The XX Factor

Final Take on the “Abortion Changes You” Campaign

An ad campaign for the organization Abortion Changes You has run for the last month in New York City subways. The ads picture wistful looking women and men, even a child, alongside statements like, “My child would have been 6 years old”; “I thought I was helping my girlfriend”; and “My mom is hurting and I don’t know how to help her,” followed by the tagline “Abortion changes you.”

“So does pregnancy,” was the cry heard around the feminist blogosphere when the ads appeared. One 7 train rider took matters into her own hands and pasted beneath the ad’s statement, “I thought life would be the way it was before” a typed, printed sign that reads, “Now I can go to college & fulfill my dreams.” (See the above photo).

As Susan Domino wrote in the New York Times , the ads feel dishonest, apparently pushing an anti-abortion message in the guise of offering support. According to Domino, ACY founder Michaelene Fredenburg insists that the site is apolitical. Yet none of the Abortion Changes You ads acknowledge that there are circumstances in which abortion is a woman’s best option. invites visitors to share their negative experiences of abortion. The majority of the posts contribute to the site’s portrayal of abortion as a legal, self-inflicted trauma for the whole family.

I called Fredenburg to ask her about the campaign. She told me that the organization is not anti-abortion, nor is the name, which she said “means something different for each person.” She called the posters a “gentle invitation” to men and women to discuss their experiences. It’s an invitation Fredenburg, who regularly speaks to college health classes about facing negative emotions after abortion, wishes she had received in the aftermath of the abortion she had when she was 18. The campaign, she said, grew out of the unexpected despair and isolation she felt following her abortion and her fear of encountering “indifference or judgment” in anyone she spoke to about it. She assumed that there were others like her, which the public response to the campaign seems to confirm. Fredenburg said that as of last Friday, 1,000 New Yorkers had responded to the current campaign. When the campaign first ran in the NYC subway system in October 2008, she said, 1,700 New Yorkers wrote in to the site.
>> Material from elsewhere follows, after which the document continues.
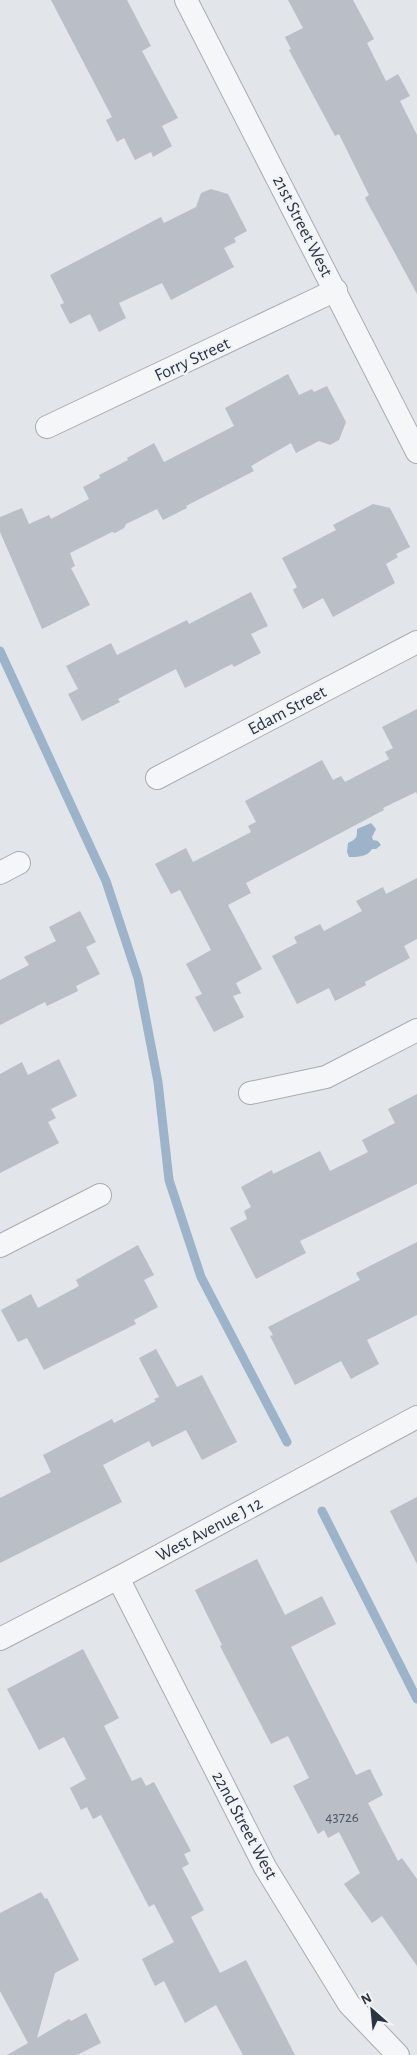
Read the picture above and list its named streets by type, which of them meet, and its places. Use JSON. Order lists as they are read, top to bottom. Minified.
{"streets":{"street":["21st Street West","Forry Street","Edam Street","West Avenue J 12","22nd Street West"]},"crossings":[["21st Street West","Forry Street"],["West Avenue J 12","22nd Street West"]],"house_numbers":["43726"],"north":"top left"}
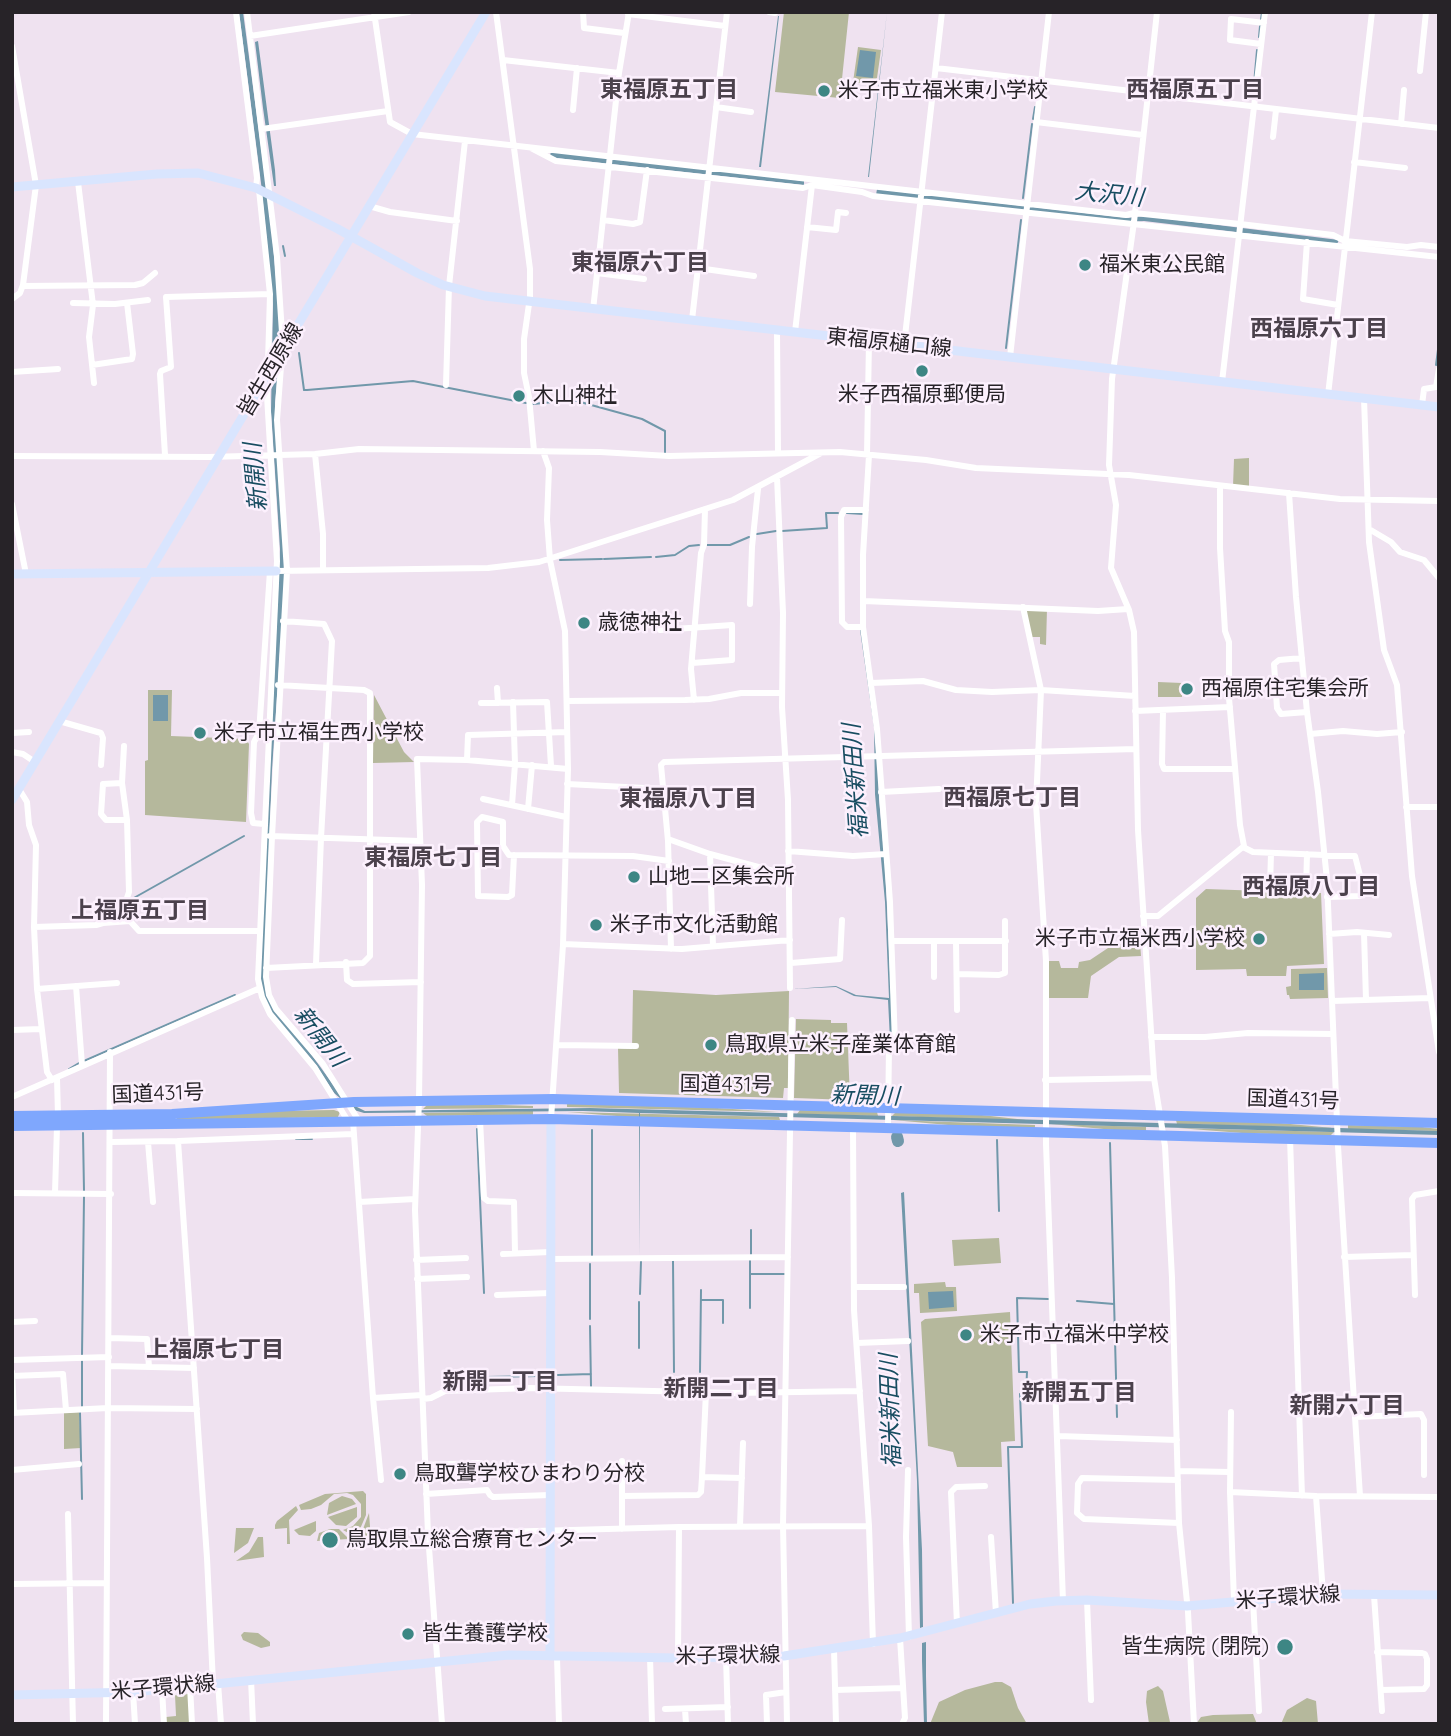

Abortion Changes You is not the only post-abortion support organization claiming to be apolitical. , for instance, openly addresses the question of its political stance. Despite its somewhat loopy defense of PASS (Post Abortion Stress Syndrome), whose existence many experts question and many pro-choicers dismiss as a pro-life scare tactic , very coherently answers questions like “Is this a Pro-Choice or Pro-Life Site?” and “Doesn’t having PASS problems mean I am ‘prolife’, or ‘regret my decision’?” The site’s response to the latter is that emotional distress is “not expereicned [sic] only by women who are prolife, or who regret their abortion. There are plenty of prochoice women … who feel their abortion was the right choice, and don’t regret it, yet still have problems with PASS.”

In contrast, doesn’t address the question of its political position at all, which is presumably why the Vitae Caring Foundation , the self-described “advertising campaign for life,” was willing to order the ads from the Metropolitan Transportation Authority on ACY’s behalf. (Fredenburg’s explanation is that she “did not have a particular connection to do that out in New York” but knew that Vitae Caring did.) Gary H. Strauss, the psychologist who wrote the final chapter of Fredenburg’s book, Changed , is a member of the Christian Association for Psychological Studies and teaches at Biola University, an evangelical Christian institution. Fredenburg declined to disclose to the Times or DoubleX who funds Abortion Changes You, but she did tell me that ACY would be willing to partner with any organization whose objectives were in line with its mission to be “a refuge for those who wish to tell their story and begin the process of healing.” That such an organization might also present abortion as a tragic mistake destined to haunt a woman for years didn’t seem to concern her.

After all, that is what abortion was for Fredenburg. There’s no doubt that she deeply regrets terminating her first pregnancy and her own naiveté about how doing so could affect her. It’s not hard to imagine someone in her position being anti-choice. I believe that Fredenburg cares about providing people on whom abortion has had an impact with an accepting forum for discussing their experiences.  She may even genuinely believe that Abortion Changes You has achieved political neutrality. Regardless, the ads come across as not just political but manipulative as well.